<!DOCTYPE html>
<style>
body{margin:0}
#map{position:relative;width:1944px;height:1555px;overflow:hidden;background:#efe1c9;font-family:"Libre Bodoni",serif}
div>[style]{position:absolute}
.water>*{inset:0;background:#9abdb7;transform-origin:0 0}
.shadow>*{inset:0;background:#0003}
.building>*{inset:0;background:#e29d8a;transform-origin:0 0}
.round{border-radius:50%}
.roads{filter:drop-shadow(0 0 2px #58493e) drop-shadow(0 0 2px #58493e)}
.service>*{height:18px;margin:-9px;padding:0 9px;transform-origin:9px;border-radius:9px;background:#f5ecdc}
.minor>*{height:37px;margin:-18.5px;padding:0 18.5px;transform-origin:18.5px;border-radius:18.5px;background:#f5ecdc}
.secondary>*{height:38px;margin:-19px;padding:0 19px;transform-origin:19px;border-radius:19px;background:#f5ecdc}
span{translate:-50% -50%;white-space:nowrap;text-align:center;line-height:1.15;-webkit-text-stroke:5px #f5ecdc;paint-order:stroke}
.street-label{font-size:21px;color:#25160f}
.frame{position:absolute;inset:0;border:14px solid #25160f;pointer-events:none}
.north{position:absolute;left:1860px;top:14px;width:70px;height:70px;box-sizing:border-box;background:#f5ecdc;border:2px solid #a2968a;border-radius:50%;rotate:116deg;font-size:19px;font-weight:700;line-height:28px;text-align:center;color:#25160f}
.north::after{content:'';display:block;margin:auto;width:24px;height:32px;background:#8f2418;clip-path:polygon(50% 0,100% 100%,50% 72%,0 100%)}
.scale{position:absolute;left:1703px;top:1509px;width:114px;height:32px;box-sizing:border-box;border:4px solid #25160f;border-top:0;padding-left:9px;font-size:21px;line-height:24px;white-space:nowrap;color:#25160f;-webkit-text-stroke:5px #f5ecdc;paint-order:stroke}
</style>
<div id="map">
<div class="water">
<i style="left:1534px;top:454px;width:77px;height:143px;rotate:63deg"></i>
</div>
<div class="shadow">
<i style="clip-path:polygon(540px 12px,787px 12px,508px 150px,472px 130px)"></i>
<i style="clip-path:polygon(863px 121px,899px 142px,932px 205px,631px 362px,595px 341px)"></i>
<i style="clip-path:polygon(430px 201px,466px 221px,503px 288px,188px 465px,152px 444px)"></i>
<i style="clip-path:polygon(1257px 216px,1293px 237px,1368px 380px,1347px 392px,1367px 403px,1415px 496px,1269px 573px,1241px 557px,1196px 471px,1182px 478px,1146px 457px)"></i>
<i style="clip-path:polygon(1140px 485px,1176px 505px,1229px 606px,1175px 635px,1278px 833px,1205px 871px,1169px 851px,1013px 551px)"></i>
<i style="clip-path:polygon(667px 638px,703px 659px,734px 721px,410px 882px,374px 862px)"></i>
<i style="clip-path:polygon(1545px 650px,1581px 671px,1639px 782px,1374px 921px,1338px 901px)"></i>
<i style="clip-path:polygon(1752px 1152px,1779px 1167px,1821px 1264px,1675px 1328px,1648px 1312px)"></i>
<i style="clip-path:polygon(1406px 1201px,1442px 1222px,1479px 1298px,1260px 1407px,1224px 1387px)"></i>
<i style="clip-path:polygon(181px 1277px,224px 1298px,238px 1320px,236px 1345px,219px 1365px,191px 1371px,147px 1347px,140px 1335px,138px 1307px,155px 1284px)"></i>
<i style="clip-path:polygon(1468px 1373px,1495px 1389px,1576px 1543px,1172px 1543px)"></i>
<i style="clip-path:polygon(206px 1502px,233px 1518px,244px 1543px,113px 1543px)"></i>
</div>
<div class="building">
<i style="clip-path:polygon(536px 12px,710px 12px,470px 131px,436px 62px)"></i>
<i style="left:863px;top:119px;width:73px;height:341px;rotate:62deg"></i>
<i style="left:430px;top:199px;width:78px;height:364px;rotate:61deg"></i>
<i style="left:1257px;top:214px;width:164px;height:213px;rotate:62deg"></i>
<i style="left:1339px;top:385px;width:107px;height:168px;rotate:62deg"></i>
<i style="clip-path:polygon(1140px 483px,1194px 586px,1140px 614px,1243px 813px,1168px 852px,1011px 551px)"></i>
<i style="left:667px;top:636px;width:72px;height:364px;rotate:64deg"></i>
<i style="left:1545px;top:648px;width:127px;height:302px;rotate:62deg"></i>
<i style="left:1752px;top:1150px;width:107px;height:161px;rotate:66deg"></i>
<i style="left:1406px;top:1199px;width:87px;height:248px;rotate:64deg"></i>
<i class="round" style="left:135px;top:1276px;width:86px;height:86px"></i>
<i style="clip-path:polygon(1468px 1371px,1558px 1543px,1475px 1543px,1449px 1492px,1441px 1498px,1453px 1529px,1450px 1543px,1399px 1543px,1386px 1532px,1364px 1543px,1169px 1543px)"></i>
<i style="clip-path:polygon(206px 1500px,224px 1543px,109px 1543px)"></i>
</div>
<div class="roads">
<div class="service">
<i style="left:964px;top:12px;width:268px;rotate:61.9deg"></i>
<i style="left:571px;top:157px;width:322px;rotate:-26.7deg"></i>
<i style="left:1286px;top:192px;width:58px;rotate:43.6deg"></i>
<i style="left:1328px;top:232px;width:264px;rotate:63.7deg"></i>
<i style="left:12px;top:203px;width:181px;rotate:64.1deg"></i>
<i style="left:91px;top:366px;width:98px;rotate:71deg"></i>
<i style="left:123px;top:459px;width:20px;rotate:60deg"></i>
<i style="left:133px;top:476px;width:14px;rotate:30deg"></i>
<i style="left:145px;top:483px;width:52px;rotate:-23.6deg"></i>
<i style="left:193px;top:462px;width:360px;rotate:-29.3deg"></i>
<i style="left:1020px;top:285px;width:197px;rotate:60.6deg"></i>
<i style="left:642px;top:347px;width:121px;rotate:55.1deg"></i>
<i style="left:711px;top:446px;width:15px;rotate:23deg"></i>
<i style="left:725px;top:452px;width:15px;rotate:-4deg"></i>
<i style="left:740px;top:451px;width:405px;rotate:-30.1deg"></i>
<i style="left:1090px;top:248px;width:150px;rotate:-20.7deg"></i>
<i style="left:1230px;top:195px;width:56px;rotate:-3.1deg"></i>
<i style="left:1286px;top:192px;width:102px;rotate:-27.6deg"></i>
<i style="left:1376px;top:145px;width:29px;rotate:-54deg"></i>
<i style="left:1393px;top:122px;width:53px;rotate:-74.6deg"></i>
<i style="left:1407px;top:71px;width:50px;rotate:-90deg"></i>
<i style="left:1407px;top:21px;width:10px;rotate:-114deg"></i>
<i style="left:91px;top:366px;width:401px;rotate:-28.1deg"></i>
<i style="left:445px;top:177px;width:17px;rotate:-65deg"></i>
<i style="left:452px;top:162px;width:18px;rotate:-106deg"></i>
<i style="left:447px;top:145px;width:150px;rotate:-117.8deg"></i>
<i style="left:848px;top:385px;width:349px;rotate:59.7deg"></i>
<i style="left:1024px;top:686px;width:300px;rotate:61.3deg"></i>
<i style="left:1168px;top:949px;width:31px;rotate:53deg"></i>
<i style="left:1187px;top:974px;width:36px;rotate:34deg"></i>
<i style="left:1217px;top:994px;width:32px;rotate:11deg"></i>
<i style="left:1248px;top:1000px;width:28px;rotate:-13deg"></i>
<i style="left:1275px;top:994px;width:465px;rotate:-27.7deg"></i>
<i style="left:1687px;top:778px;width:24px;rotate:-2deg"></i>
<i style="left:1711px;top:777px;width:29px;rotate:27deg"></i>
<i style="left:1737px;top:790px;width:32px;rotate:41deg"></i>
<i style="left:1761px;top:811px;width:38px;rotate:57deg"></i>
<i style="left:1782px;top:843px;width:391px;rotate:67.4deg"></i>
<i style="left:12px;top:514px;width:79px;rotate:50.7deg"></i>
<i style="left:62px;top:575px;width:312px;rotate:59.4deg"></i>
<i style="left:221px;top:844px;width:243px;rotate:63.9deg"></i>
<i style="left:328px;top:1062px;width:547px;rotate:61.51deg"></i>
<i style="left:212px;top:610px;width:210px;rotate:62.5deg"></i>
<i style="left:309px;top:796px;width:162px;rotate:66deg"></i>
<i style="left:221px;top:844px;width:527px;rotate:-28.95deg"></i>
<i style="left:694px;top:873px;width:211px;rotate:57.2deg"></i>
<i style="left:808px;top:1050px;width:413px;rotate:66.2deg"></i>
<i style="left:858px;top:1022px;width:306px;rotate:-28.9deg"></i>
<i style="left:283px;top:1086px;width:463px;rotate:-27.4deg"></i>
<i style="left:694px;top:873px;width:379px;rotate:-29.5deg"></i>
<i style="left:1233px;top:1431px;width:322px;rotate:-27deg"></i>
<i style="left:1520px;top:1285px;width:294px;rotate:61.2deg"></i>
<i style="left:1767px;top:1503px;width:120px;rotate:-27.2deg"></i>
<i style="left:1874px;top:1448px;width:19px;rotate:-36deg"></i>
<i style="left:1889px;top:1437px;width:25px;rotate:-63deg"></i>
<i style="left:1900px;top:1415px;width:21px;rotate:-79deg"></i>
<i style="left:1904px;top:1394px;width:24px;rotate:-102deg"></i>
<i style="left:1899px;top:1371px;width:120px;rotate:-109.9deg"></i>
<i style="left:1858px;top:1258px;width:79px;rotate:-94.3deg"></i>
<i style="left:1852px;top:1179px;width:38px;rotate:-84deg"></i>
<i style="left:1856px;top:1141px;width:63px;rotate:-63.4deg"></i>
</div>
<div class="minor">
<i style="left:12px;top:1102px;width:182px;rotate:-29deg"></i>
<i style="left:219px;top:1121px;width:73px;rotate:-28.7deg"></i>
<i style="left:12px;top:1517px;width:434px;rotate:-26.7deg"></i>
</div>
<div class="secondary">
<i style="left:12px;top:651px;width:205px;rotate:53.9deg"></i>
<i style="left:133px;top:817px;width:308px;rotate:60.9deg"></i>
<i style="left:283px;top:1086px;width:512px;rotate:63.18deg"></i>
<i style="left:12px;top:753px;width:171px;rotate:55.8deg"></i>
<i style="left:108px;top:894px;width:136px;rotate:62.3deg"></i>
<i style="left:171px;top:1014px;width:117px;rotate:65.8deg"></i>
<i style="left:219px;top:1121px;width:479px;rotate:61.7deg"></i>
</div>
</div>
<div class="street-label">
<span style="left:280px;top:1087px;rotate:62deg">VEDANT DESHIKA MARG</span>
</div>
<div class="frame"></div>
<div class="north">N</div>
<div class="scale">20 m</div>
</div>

━━━━

What to work on:
Copy out each line of the entries that holds "roads".

Your solution:
.roads{filter:drop-shadow(0 0 2px #58493e) drop-shadow(0 0 2px #58493e)}
<div class="roads">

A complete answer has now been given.